The appeal was dismissed at the last Term, because the record had not been printed.

The petitioner represents that a judgment was rendered against him in favor of defendant, at the October Term, 1885, of Mecklenburg Superior Court, from which he took an appeal to this Court, and all the necessary steps, under the law and rules of this Court, were taken to perfect the same, and it was duly docketed in this Court.

That he was a plain farmer, and knew nothing about the rules requiring the record to be printed. That he employed a lawyer who practiced in this Court to represent his interest on the appeal, and was promised by him that he would do so; that he fully supposed if anything more was to be done, than what had been done, or should be required, that his counsel would notify him of the same; and the petitioner further states, that had he been notified of any rule requiring the record to be printed, he would promptly have caused the same to be done. But he never received such notice, and was greatly surprised when he learned from reading the certificate sent down to the Superior Court, that his appeal had been dismissed on account of the failure (566) to have the record printed. He further represents, that he is advised and believes, that he has meritorious grounds of appeal, and he now avers his willingness and ability to comply with the rule of this Court in this behalf. Wherefore he prays that his appeal be reinstated upon the docket of this Court. It is held that the spirit and equity of the provisions of Sec. 133 C. C. P., The Code, Sec. 274, extend to this Court, and the same relief will be administered in like *481 cases in this Court, as in the Superior Court. Wade v. City of New Bern,73 N.C. 318; Horne v. Horne, 75 N.C. 101. The question then is, do the facts set forth in the petition, constitute such a case as would entitle the petitioner to relief in the Superior Court.

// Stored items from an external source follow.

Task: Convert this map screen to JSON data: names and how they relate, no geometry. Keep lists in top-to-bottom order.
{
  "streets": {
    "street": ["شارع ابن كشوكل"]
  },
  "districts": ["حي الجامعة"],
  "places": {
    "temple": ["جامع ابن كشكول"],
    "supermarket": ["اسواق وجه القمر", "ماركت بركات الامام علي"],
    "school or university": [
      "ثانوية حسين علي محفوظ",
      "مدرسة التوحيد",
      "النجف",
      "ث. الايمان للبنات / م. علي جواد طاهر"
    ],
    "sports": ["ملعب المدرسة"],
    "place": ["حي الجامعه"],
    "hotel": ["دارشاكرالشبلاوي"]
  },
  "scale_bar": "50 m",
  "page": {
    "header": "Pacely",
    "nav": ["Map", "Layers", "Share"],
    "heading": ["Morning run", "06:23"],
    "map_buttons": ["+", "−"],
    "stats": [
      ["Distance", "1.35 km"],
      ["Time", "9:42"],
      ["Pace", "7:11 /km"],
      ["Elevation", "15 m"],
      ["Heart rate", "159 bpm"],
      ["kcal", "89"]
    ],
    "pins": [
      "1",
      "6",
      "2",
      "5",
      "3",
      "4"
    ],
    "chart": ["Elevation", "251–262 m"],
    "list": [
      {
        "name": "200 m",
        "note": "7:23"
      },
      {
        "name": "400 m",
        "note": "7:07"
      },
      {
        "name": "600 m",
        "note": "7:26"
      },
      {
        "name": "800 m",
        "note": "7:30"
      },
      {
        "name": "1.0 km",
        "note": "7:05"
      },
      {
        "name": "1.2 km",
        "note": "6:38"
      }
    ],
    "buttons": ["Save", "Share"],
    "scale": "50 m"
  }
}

This Court, in several cases, has recognized a distinction between the negligence of an attorney and that of the party to the action. In the former case, it has been held that the omission of an attorney, retained as counsel in a cause, to perform his duty as such in the conduct of the cause is excusable neglect in the party, and the judgment may be vacated. This interpretation was first given to this section of The Code, in the case ofGriel v. Vernon, 65 N.C. 75. In that case, the party retained an attorney to enter a plea for him, which the attorney neglected to do, and it was held that the omission of the attorney to perform an engagement to do such an act as that, was a surprise on the client; and this case was followed by the cases of Bradford v. Coit, 77 N.C. 62; Mebane v. Mebane, 80 N.C. 34;Wynne v. Prairie, 86 N.C. 73, where the above cited cases are reviewed and approved — and in the more recent case of Ellington v.Wicker, 87 N.C. 14, in which the same distinction is recognized, and the case of Wynne v. Prairie, referred to with approval.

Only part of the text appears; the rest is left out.